WHAT YOU WILL DO: From the first entry to the last, copy each one exactly.

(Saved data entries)
Content starts
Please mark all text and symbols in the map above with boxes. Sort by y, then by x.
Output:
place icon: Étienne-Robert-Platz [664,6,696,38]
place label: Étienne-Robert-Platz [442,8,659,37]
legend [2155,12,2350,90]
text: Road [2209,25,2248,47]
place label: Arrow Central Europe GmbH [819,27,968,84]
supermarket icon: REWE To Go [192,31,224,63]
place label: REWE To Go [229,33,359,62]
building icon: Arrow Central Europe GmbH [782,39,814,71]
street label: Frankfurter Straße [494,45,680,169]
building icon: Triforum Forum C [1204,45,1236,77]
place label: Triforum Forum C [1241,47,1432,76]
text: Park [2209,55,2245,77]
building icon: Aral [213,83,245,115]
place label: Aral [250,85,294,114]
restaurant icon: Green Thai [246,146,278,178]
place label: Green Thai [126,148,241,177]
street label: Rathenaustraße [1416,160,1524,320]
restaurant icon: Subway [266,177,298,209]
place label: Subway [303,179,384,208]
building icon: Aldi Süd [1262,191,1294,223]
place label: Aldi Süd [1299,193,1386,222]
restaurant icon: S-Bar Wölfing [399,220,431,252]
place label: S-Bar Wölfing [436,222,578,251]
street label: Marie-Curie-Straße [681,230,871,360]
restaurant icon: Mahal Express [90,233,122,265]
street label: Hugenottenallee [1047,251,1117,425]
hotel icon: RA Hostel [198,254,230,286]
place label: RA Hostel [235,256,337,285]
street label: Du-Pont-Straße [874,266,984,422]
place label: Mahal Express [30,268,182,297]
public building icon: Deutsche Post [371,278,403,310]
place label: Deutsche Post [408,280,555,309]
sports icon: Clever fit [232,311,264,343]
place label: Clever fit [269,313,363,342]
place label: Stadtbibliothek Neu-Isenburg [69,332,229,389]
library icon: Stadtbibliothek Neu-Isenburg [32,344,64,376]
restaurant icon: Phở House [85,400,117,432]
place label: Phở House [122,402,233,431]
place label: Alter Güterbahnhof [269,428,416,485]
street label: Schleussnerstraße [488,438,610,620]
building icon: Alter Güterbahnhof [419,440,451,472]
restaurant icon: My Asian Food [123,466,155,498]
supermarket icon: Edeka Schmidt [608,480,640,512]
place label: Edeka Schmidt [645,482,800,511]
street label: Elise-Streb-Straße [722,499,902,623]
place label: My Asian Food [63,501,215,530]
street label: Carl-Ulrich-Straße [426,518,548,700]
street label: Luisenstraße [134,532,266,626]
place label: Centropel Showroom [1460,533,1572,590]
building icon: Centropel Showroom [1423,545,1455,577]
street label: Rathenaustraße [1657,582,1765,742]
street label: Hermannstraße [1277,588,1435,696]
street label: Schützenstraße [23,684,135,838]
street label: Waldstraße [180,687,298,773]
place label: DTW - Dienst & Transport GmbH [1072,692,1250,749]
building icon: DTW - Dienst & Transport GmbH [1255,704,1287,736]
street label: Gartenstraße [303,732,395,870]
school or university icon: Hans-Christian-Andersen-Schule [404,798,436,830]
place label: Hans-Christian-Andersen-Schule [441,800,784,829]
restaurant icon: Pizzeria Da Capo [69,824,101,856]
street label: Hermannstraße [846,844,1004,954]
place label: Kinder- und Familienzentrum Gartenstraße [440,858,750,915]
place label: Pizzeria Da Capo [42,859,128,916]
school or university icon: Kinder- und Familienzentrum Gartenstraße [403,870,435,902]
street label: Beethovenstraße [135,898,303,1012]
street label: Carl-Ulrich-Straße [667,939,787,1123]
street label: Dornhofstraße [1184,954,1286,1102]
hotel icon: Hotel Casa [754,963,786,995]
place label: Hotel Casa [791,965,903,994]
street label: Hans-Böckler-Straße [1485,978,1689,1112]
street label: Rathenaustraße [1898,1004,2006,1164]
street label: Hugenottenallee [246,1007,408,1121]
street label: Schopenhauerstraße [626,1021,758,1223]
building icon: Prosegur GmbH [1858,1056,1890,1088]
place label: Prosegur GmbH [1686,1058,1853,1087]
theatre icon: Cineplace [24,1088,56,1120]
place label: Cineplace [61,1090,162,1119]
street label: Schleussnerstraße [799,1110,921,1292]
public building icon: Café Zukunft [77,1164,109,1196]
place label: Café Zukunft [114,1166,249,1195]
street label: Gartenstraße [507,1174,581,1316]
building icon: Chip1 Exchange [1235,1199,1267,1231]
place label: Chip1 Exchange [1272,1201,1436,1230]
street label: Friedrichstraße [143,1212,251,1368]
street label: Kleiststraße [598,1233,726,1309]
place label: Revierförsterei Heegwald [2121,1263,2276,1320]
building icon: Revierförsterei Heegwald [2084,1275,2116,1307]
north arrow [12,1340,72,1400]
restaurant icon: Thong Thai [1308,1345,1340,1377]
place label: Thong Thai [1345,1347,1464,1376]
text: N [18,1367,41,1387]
Content ends
FINISHED TASK:
Please mark all text and symbols in the map above with boxes. Sort by y, then by x.
Output:
place icon: Étienne-Robert-Platz [664,6,696,38]
place label: Étienne-Robert-Platz [442,8,659,37]
legend [2155,12,2350,90]
text: Road [2209,25,2248,47]
place label: Arrow Central Europe GmbH [819,27,968,84]
supermarket icon: REWE To Go [192,31,224,63]
place label: REWE To Go [229,33,359,62]
building icon: Arrow Central Europe GmbH [782,39,814,71]
street label: Frankfurter Straße [494,45,680,169]
building icon: Triforum Forum C [1204,45,1236,77]
place label: Triforum Forum C [1241,47,1432,76]
text: Park [2209,55,2245,77]
building icon: Aral [213,83,245,115]
place label: Aral [250,85,294,114]
restaurant icon: Green Thai [246,146,278,178]
place label: Green Thai [126,148,241,177]
street label: Rathenaustraße [1416,160,1524,320]
restaurant icon: Subway [266,177,298,209]
place label: Subway [303,179,384,208]
building icon: Aldi Süd [1262,191,1294,223]
place label: Aldi Süd [1299,193,1386,222]
restaurant icon: S-Bar Wölfing [399,220,431,252]
place label: S-Bar Wölfing [436,222,578,251]
street label: Marie-Curie-Straße [681,230,871,360]
restaurant icon: Mahal Express [90,233,122,265]
street label: Hugenottenallee [1047,251,1117,425]
hotel icon: RA Hostel [198,254,230,286]
place label: RA Hostel [235,256,337,285]
street label: Du-Pont-Straße [874,266,984,422]
place label: Mahal Express [30,268,182,297]
public building icon: Deutsche Post [371,278,403,310]
place label: Deutsche Post [408,280,555,309]
sports icon: Clever fit [232,311,264,343]
place label: Clever fit [269,313,363,342]
place label: Stadtbibliothek Neu-Isenburg [69,332,229,389]
library icon: Stadtbibliothek Neu-Isenburg [32,344,64,376]
restaurant icon: Phở House [85,400,117,432]
place label: Phở House [122,402,233,431]
place label: Alter Güterbahnhof [269,428,416,485]
street label: Schleussnerstraße [488,438,610,620]
building icon: Alter Güterbahnhof [419,440,451,472]
restaurant icon: My Asian Food [123,466,155,498]
supermarket icon: Edeka Schmidt [608,480,640,512]
place label: Edeka Schmidt [645,482,800,511]
street label: Elise-Streb-Straße [722,499,902,623]
place label: My Asian Food [63,501,215,530]
street label: Carl-Ulrich-Straße [426,518,548,700]
street label: Luisenstraße [134,532,266,626]
place label: Centropel Showroom [1460,533,1572,590]
building icon: Centropel Showroom [1423,545,1455,577]
street label: Rathenaustraße [1657,582,1765,742]
street label: Hermannstraße [1277,588,1435,696]
street label: Schützenstraße [23,684,135,838]
street label: Waldstraße [180,687,298,773]
place label: DTW - Dienst & Transport GmbH [1072,692,1250,749]
building icon: DTW - Dienst & Transport GmbH [1255,704,1287,736]
street label: Gartenstraße [303,732,395,870]
school or university icon: Hans-Christian-Andersen-Schule [404,798,436,830]
place label: Hans-Christian-Andersen-Schule [441,800,784,829]
restaurant icon: Pizzeria Da Capo [69,824,101,856]
street label: Hermannstraße [846,844,1004,954]
place label: Kinder- und Familienzentrum Gartenstraße [440,858,750,915]
place label: Pizzeria Da Capo [42,859,128,916]
school or university icon: Kinder- und Familienzentrum Gartenstraße [403,870,435,902]
street label: Beethovenstraße [135,898,303,1012]
street label: Carl-Ulrich-Straße [667,939,787,1123]
street label: Dornhofstraße [1184,954,1286,1102]
hotel icon: Hotel Casa [754,963,786,995]
place label: Hotel Casa [791,965,903,994]
street label: Hans-Böckler-Straße [1485,978,1689,1112]
street label: Rathenaustraße [1898,1004,2006,1164]
street label: Hugenottenallee [246,1007,408,1121]
street label: Schopenhauerstraße [626,1021,758,1223]
building icon: Prosegur GmbH [1858,1056,1890,1088]
place label: Prosegur GmbH [1686,1058,1853,1087]
theatre icon: Cineplace [24,1088,56,1120]
place label: Cineplace [61,1090,162,1119]
street label: Schleussnerstraße [799,1110,921,1292]
public building icon: Café Zukunft [77,1164,109,1196]
place label: Café Zukunft [114,1166,249,1195]
street label: Gartenstraße [507,1174,581,1316]
building icon: Chip1 Exchange [1235,1199,1267,1231]
place label: Chip1 Exchange [1272,1201,1436,1230]
street label: Friedrichstraße [143,1212,251,1368]
street label: Kleiststraße [598,1233,726,1309]
place label: Revierförsterei Heegwald [2121,1263,2276,1320]
building icon: Revierförsterei Heegwald [2084,1275,2116,1307]
north arrow [12,1340,72,1400]
restaurant icon: Thong Thai [1308,1345,1340,1377]
place label: Thong Thai [1345,1347,1464,1376]
text: N [18,1367,41,1387]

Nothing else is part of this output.